I know there is Installing Nomad for Production | Nomad | HashiCorp Developer, but to be honest, after reading and actually setting up a cluster with Consul, Vault, mTLS and securing the stuff I don’t really get the simplicity argument for Nomad compared to e.g. Kubernetes.
Kubernetes had kubeadm, which simplifies creating a cluster a lot, while in Nomad I feel like in a DIY shop.

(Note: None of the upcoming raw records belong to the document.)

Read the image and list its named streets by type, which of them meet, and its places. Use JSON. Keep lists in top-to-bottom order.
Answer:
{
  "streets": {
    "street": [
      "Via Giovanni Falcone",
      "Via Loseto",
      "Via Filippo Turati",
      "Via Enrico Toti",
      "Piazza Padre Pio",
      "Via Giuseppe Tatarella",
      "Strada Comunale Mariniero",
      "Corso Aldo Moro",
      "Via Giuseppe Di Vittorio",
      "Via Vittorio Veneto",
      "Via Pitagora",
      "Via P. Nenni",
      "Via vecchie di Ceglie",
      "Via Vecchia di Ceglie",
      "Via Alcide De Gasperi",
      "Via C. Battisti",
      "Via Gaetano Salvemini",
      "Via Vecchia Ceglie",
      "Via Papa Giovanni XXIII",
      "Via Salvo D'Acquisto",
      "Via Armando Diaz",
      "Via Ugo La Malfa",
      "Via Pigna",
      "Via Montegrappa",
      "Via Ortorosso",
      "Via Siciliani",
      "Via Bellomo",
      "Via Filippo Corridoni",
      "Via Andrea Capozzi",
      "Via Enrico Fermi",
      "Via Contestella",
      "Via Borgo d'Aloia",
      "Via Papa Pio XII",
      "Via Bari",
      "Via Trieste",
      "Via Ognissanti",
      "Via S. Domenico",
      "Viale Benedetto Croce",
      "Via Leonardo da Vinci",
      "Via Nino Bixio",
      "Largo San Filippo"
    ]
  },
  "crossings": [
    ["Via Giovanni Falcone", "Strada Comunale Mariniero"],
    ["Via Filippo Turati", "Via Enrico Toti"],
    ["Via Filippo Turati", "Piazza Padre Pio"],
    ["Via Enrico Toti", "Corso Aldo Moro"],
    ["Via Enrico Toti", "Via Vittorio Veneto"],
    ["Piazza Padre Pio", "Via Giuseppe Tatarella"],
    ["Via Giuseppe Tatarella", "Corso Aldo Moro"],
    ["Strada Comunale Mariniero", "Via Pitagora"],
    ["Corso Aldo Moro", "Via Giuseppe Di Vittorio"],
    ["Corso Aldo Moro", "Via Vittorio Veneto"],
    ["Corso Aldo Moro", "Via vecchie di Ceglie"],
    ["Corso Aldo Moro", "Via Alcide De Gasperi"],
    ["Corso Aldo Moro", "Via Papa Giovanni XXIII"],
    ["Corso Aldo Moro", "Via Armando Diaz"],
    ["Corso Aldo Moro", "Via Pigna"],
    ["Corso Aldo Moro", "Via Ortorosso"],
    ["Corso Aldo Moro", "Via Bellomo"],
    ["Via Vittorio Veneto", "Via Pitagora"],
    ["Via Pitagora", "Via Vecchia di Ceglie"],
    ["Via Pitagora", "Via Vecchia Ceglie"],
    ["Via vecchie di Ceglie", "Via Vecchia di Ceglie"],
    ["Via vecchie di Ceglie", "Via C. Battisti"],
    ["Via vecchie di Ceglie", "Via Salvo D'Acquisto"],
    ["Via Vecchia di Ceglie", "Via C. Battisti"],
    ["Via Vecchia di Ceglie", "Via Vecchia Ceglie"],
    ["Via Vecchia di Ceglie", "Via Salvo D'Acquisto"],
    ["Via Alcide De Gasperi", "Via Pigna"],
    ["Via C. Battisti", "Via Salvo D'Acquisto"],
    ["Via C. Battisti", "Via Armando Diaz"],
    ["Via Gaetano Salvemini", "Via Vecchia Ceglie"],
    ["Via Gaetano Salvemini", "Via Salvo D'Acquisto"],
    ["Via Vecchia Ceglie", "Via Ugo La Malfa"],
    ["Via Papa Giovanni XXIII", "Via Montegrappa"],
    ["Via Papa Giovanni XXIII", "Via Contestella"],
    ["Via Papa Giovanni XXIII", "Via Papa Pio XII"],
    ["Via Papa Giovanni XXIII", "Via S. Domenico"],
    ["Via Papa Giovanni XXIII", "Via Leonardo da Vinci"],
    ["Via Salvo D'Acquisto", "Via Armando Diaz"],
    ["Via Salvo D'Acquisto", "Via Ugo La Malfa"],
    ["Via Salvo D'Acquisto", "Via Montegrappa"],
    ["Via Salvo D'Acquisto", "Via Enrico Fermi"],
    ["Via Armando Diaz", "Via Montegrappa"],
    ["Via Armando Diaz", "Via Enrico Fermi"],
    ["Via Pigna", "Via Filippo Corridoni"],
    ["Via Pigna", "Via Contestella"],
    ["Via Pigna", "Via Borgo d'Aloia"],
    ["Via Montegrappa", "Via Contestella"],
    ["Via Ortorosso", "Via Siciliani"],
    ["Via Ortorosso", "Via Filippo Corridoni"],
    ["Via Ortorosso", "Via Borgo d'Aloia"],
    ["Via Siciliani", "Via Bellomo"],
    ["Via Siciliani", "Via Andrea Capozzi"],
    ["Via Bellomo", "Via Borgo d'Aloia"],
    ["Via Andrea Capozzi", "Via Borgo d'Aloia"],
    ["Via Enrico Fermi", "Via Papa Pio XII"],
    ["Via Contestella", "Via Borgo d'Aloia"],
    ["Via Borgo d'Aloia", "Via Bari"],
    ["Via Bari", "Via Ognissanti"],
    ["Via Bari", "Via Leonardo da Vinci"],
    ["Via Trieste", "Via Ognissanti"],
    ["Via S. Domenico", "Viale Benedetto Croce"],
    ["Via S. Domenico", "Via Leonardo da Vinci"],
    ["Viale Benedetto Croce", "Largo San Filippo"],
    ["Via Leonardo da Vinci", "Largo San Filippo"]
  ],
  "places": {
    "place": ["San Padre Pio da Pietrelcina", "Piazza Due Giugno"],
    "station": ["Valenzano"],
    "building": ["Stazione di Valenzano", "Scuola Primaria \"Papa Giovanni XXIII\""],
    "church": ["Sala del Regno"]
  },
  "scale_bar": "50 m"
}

Thanks for the feedback and this is something we are certainly currently aware of. I am not familiar with kubeadm, so will do some research in this area. Thanks again.
Is there anything on the roadmap about how this could be simplified?
I think an ideal scenario would be some one-liner to get something like
vault-cluster with PKI, app-role, token-auth, acl-enabled
consul-cluster using vault pki with service mesh enabled
nomad-cluster using vault,consul docker driver ready and a reverse-proxy added to service mesh exposing all 3 APIs dynamically configured via consul.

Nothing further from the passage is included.